4. I would have shortened my ride to get home before it got pitch black. JMHO, though.
re: Got caught in the darkKEN2
Sep 8, 2003 3:05 PM
Reflectors in general are overrated. See this article on the perils of depending on reflectors:
http://www.sheldonbrown.com/reflectors.html
In particular, reflectorized helmets can create a false sense of security, where in reality anything high up on the bike (and that's the highest) isn't going to catch much headlight action, especially as the car draws closer. Better to use reflectorized tape lower, and on moving parts, as a backup to a blinkie.
re: Got caught in the darkMR_GRUMPY
Sep 8, 2003 4:35 PM
1) Only if I plan to get home after the sun goes down. (Then it's a NiteRider in front and a strobe in back)

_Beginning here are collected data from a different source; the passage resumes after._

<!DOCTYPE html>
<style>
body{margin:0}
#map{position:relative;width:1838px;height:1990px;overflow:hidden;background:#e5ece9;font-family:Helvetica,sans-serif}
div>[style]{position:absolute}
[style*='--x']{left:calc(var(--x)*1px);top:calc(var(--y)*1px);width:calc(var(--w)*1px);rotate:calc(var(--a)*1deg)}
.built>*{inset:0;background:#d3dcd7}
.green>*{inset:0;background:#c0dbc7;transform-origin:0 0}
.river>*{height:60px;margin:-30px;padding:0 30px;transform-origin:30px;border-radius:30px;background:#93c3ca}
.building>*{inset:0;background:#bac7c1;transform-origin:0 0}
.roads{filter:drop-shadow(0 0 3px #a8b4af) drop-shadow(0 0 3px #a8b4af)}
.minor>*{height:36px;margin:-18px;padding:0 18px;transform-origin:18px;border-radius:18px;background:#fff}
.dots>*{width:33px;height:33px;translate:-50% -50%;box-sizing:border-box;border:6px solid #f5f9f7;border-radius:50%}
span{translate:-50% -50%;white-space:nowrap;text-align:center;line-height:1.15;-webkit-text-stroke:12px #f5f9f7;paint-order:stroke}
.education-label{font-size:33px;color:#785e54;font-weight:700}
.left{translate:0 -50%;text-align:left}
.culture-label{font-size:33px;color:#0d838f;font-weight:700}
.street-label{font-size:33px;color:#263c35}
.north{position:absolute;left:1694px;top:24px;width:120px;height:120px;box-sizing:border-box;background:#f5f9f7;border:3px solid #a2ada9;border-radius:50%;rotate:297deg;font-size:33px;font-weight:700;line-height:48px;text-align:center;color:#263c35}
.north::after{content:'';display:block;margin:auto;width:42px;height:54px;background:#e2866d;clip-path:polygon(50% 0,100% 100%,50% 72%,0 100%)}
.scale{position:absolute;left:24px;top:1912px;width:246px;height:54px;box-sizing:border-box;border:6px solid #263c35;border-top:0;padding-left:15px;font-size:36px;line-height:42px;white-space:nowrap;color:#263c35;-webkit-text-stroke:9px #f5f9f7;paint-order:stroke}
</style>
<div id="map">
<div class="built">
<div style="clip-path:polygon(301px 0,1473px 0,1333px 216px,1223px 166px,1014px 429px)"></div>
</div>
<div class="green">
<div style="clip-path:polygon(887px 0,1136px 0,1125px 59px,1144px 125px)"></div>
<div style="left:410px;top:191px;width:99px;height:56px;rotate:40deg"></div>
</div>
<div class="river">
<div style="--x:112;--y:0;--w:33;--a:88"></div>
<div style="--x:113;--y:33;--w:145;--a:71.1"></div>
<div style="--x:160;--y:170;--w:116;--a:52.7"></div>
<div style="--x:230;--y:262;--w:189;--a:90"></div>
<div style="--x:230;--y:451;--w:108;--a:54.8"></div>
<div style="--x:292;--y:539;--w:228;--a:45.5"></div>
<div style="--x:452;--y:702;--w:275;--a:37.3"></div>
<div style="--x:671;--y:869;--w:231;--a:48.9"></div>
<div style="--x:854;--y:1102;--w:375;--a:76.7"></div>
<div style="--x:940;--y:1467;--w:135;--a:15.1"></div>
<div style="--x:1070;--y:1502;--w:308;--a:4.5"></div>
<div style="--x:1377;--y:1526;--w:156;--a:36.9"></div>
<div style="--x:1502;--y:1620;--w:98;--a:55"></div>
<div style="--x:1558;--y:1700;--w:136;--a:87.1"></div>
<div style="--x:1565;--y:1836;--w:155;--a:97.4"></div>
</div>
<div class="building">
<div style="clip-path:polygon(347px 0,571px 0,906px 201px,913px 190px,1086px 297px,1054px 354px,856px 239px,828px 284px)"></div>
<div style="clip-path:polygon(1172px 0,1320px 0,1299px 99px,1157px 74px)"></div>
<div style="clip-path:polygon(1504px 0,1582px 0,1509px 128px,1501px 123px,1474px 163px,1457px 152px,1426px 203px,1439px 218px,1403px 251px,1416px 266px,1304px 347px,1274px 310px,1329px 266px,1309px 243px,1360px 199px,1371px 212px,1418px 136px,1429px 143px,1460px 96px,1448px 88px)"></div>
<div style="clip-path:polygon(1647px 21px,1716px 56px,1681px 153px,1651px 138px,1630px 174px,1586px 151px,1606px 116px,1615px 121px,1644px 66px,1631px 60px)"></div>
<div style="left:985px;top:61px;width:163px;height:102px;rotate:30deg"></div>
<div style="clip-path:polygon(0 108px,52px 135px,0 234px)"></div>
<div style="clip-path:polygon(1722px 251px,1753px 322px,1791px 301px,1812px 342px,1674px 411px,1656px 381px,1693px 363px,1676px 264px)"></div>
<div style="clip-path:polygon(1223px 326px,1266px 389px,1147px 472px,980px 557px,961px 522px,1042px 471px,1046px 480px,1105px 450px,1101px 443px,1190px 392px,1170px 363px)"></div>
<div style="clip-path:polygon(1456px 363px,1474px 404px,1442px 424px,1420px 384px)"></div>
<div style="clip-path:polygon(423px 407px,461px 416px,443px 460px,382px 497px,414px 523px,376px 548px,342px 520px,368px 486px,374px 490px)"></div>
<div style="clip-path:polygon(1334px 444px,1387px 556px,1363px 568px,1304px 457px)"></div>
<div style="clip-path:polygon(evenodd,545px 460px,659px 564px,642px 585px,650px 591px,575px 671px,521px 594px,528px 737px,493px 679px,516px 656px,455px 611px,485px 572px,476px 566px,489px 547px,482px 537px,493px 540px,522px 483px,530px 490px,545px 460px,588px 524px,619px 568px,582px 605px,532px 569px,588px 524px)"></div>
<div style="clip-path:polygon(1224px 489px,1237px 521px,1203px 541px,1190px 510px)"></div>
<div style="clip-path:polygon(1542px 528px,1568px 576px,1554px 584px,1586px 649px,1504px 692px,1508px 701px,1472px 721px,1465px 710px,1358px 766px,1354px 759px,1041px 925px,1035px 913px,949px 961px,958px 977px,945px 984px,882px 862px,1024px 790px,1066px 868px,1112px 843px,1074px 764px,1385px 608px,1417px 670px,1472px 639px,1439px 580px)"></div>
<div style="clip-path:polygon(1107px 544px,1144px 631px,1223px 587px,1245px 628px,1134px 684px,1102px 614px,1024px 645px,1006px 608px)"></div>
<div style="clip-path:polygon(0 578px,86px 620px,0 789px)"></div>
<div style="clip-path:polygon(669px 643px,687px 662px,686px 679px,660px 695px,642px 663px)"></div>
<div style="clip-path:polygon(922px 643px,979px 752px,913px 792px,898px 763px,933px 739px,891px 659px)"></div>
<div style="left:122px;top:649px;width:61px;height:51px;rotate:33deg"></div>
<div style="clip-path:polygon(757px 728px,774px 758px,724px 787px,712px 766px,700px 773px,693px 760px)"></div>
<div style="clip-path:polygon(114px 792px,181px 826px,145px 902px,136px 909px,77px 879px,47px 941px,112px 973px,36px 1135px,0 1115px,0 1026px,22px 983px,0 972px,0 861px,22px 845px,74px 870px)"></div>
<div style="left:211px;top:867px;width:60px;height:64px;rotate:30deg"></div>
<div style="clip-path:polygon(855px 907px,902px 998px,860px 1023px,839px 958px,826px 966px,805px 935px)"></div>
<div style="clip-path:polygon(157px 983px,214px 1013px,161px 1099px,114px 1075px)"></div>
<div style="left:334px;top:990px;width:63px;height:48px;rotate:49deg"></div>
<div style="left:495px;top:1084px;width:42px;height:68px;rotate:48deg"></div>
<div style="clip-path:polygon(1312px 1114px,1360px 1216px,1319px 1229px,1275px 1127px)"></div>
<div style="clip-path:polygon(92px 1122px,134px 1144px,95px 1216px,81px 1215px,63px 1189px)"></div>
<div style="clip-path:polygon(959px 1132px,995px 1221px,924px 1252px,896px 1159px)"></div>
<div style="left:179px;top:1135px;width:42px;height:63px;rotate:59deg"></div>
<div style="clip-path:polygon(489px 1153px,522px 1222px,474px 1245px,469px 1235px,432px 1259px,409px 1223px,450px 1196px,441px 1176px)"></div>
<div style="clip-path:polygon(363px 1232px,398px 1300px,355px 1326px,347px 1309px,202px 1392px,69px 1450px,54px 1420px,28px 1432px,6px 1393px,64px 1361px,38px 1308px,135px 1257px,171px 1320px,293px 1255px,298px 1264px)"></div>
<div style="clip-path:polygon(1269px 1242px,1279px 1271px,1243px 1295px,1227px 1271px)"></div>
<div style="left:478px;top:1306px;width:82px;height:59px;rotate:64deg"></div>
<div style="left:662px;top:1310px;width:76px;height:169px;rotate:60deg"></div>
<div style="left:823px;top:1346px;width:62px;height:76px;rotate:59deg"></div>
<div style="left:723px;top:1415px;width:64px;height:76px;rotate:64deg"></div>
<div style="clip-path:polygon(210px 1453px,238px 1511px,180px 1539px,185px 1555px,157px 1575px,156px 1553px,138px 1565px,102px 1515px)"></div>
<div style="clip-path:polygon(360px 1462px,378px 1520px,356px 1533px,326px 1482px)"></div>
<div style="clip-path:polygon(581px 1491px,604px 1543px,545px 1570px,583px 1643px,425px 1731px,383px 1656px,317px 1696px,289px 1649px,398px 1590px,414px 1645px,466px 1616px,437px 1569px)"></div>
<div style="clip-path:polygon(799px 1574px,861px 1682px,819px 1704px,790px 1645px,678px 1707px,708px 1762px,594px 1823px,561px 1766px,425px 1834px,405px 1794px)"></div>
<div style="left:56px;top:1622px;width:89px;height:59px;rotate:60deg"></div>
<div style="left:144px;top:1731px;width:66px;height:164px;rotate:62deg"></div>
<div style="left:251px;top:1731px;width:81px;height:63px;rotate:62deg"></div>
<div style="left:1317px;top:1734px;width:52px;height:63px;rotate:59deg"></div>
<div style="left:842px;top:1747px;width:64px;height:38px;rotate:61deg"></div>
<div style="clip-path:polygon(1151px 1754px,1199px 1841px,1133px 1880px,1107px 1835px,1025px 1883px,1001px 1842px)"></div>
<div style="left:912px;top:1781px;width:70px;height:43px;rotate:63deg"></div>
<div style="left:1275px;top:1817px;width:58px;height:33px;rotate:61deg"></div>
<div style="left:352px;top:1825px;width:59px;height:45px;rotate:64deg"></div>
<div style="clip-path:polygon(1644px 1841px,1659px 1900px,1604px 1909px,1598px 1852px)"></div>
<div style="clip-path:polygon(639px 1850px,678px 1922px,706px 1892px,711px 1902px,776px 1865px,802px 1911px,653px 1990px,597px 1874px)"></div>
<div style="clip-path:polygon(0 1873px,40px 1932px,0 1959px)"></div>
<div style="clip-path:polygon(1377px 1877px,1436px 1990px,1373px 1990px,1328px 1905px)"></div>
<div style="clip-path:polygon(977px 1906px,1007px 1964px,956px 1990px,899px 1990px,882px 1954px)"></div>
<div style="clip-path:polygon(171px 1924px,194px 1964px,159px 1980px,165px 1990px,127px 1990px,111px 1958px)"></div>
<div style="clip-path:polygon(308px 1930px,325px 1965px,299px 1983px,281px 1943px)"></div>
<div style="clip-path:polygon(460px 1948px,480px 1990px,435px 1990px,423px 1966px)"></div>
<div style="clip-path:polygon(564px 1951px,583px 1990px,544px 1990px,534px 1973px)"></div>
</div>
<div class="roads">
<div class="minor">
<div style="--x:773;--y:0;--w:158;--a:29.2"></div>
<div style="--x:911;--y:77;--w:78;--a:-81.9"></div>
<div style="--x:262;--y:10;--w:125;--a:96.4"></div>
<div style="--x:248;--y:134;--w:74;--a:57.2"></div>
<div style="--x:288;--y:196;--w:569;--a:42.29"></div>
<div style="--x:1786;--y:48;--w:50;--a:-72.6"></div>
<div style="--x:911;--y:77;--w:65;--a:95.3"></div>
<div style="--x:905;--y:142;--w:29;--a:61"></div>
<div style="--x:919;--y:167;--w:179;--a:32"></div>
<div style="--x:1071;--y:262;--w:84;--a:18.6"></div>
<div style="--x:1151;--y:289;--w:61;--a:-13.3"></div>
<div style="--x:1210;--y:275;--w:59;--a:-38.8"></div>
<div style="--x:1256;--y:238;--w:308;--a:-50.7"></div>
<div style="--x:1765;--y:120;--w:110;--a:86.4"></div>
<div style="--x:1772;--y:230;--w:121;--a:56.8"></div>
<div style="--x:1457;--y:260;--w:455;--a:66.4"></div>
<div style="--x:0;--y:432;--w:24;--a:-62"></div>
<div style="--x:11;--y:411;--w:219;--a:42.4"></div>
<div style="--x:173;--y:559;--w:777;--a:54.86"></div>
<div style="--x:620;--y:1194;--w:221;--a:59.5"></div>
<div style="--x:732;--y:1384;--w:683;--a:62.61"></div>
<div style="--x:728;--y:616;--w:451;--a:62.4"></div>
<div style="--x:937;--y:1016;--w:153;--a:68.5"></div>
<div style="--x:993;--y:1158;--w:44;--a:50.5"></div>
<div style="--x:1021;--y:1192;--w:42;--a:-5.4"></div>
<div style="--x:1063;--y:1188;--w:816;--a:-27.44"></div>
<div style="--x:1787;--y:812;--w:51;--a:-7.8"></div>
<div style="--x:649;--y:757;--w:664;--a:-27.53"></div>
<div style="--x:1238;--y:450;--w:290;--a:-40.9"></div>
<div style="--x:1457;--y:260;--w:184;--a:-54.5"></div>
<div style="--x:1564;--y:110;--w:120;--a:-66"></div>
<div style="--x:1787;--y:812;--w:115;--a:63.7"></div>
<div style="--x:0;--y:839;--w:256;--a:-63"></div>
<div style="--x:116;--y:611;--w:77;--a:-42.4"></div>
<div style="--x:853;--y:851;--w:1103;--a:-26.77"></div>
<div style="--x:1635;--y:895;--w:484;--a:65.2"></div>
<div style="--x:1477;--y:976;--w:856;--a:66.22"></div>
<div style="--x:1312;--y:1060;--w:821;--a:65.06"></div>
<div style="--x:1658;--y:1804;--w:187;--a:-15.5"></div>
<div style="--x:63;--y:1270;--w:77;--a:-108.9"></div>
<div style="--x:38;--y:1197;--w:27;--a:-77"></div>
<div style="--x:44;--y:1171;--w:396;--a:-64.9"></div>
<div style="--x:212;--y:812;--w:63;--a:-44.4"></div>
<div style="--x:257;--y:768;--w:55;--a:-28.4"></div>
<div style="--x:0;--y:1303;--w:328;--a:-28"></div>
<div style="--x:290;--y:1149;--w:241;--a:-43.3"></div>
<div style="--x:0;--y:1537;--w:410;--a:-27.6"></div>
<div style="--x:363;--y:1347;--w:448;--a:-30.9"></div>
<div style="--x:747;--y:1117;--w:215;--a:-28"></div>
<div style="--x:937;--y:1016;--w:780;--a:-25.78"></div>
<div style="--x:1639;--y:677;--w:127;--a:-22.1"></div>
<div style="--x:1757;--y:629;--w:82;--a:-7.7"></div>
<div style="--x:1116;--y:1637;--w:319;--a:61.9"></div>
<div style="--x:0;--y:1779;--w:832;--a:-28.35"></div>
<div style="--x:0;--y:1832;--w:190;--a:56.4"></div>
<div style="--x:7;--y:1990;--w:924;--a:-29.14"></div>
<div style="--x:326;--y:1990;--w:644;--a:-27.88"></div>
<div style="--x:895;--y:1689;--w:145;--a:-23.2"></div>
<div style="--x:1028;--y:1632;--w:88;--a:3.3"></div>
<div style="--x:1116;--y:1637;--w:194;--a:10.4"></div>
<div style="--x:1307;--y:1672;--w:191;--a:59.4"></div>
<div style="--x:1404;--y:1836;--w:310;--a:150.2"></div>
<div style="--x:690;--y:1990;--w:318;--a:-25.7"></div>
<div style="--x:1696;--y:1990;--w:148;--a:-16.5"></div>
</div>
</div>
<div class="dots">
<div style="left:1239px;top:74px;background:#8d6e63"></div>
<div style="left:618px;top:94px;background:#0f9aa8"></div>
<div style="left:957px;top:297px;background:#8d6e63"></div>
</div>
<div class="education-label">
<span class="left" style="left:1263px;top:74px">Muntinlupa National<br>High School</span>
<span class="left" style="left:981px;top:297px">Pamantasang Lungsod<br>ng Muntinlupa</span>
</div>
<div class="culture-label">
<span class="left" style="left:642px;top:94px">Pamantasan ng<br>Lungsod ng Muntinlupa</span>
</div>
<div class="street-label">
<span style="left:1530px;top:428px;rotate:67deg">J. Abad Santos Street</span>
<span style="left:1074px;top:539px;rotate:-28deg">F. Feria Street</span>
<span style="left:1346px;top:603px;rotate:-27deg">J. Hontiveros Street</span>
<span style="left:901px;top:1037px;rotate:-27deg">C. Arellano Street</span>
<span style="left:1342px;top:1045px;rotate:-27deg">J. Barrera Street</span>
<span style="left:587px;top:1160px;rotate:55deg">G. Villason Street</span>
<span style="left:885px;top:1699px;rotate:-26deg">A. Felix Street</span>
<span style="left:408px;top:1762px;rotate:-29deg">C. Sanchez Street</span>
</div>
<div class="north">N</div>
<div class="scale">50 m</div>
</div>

2) No way, someone might think that you were a "Fred."
3) Other manufacturers do.
4) I would have planned the ride to get home 15 minutes before dark. If I had to, I'd cut the ride short.
re: Got caught in the darkFatnslow
Sep 9, 2003 8:35 AM
I have found myself in this situation a couple of times. Once on my mountain bike returning from a trail, and last night on my road bike. Usually, I have trouble gauging when it will get dark so, as soon as I think it may be getting dark, I head home (I'm only 2 miles away from my house at the loop where I usually ride).

Since I live in Charlotte, NC where bad drivers are the norm and courtesy towards cyclists is nonexistent, and since my route home is mostly fairly busy roads, if I'm out after dark, I ride home on the sidewalk so I don't have to worry about a car not seeing me.

I currently have a blinkie light on order to keep with me at all times just in case it happens again, but even with the light on, I may do the sidewalk thing.